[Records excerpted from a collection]
== Segment start ==

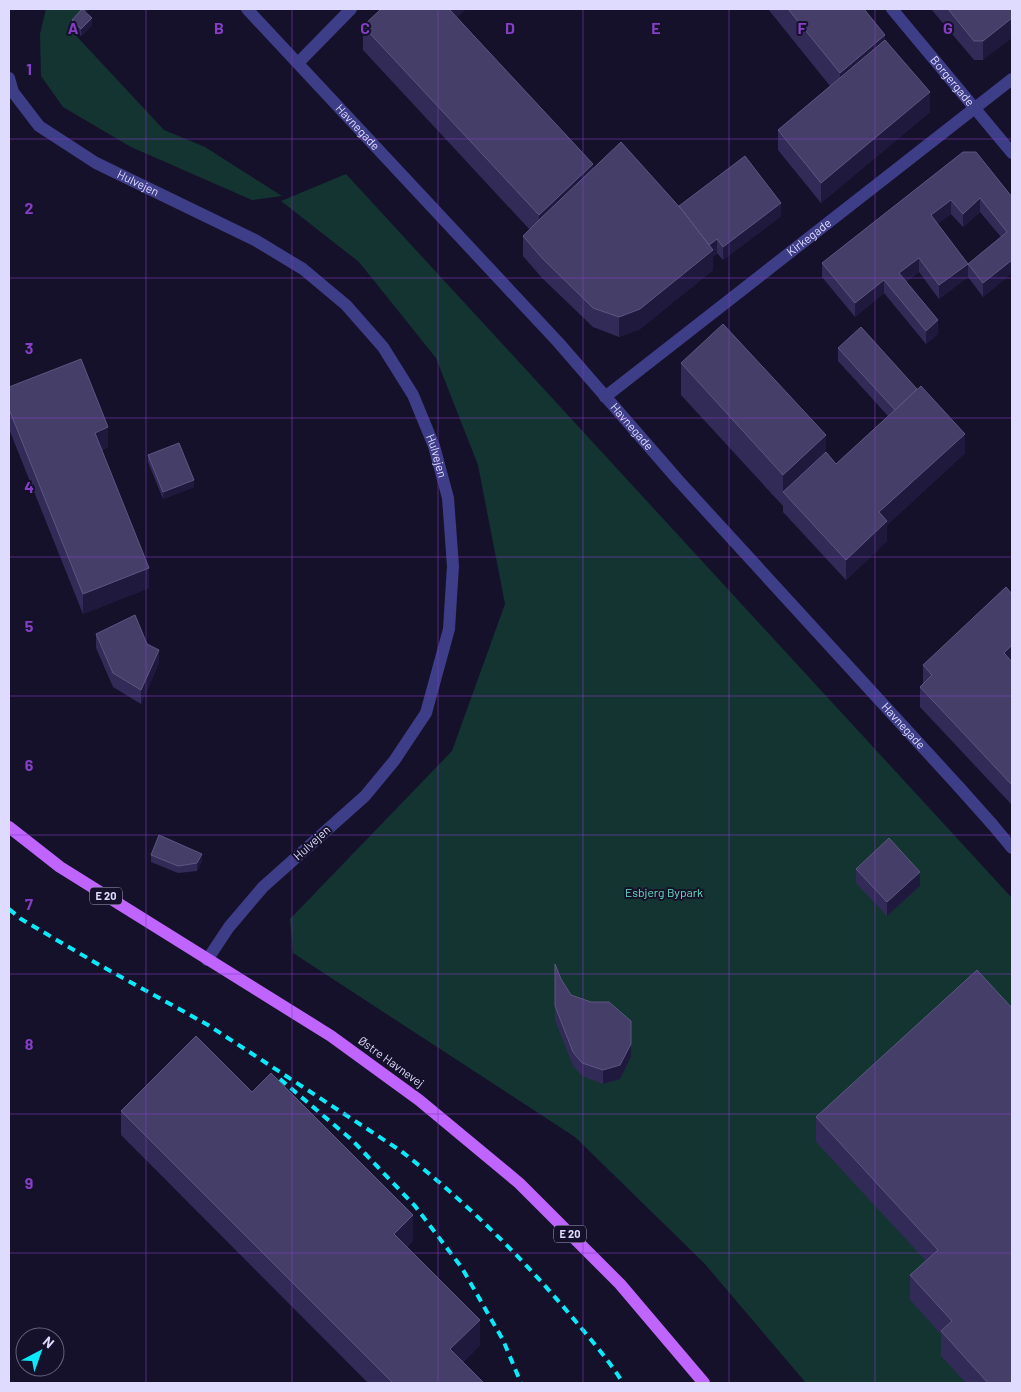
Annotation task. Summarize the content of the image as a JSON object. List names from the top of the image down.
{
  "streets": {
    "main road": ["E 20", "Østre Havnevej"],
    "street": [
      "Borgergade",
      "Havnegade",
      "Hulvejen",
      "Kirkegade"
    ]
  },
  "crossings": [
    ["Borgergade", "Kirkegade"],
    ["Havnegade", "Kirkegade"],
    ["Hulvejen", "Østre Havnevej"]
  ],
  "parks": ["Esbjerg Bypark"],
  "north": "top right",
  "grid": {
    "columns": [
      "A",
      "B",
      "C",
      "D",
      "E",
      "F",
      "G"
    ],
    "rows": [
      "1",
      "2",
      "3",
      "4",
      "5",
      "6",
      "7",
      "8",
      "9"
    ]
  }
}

== Segment end ==

Aim of the task →
Could you output all of the records exactly, without their pictures?

Exercise result →
Annotation task. Summarize the content of the image as a JSON object. List names from the top of the image down.
{
  "streets": {
    "main road": ["E 20", "Østre Havnevej"],
    "street": [
      "Borgergade",
      "Havnegade",
      "Hulvejen",
      "Kirkegade"
    ]
  },
  "crossings": [
    ["Borgergade", "Kirkegade"],
    ["Havnegade", "Kirkegade"],
    ["Hulvejen", "Østre Havnevej"]
  ],
  "parks": ["Esbjerg Bypark"],
  "north": "top right",
  "grid": {
    "columns": [
      "A",
      "B",
      "C",
      "D",
      "E",
      "F",
      "G"
    ],
    "rows": [
      "1",
      "2",
      "3",
      "4",
      "5",
      "6",
      "7",
      "8",
      "9"
    ]
  }
}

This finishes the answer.